• [Input]:

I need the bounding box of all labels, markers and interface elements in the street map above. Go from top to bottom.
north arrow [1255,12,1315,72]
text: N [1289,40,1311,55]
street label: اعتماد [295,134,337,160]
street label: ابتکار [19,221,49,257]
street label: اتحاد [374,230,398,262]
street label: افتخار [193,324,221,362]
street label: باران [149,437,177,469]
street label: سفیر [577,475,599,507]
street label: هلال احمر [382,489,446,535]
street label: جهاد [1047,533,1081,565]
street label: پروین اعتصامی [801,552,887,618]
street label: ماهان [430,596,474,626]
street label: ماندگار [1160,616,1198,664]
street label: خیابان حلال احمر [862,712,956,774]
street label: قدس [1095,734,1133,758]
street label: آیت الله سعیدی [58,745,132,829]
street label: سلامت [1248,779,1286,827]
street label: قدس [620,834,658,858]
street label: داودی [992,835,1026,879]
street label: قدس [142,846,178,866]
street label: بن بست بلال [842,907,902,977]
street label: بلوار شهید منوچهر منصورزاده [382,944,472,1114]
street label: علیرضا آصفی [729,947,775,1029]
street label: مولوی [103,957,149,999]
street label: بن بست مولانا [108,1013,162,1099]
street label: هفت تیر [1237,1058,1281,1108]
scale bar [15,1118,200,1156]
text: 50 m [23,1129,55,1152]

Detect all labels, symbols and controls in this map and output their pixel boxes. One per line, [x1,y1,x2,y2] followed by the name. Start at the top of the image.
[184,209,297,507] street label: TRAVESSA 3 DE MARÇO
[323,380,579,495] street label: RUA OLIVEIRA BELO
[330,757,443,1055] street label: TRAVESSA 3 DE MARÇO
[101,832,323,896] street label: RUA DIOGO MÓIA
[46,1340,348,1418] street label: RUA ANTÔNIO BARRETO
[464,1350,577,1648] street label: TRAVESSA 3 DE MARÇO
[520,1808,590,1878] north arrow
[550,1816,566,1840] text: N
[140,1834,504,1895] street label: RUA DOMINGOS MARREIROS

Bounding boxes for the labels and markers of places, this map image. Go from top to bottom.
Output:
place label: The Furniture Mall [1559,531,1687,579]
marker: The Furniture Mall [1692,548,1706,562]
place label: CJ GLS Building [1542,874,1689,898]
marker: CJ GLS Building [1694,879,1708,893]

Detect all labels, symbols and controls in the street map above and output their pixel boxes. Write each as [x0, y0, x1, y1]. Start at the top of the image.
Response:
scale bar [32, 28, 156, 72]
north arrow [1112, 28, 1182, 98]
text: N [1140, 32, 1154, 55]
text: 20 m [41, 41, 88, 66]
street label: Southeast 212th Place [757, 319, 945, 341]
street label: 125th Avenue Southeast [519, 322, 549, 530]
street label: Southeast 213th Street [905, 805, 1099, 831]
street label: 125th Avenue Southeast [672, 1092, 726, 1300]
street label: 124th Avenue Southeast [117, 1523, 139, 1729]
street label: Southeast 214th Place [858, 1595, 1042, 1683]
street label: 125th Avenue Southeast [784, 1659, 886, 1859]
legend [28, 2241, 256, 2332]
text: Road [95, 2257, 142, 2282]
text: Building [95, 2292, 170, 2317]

• [What the task asks]:
Please copy nothing but the lines from the one that holds "Detect all labels, symbols and controls in the" through the last line of the material above, exactly as written.

• [Solution for this exercise]:
Detect all labels, symbols and controls in the street map above and output their pixel boxes. Write each as [x0, y0, x1, y1]. Start at the top of the image.
Response:
scale bar [32, 28, 156, 72]
north arrow [1112, 28, 1182, 98]
text: N [1140, 32, 1154, 55]
text: 20 m [41, 41, 88, 66]
street label: Southeast 212th Place [757, 319, 945, 341]
street label: 125th Avenue Southeast [519, 322, 549, 530]
street label: Southeast 213th Street [905, 805, 1099, 831]
street label: 125th Avenue Southeast [672, 1092, 726, 1300]
street label: 124th Avenue Southeast [117, 1523, 139, 1729]
street label: Southeast 214th Place [858, 1595, 1042, 1683]
street label: 125th Avenue Southeast [784, 1659, 886, 1859]
legend [28, 2241, 256, 2332]
text: Road [95, 2257, 142, 2282]
text: Building [95, 2292, 170, 2317]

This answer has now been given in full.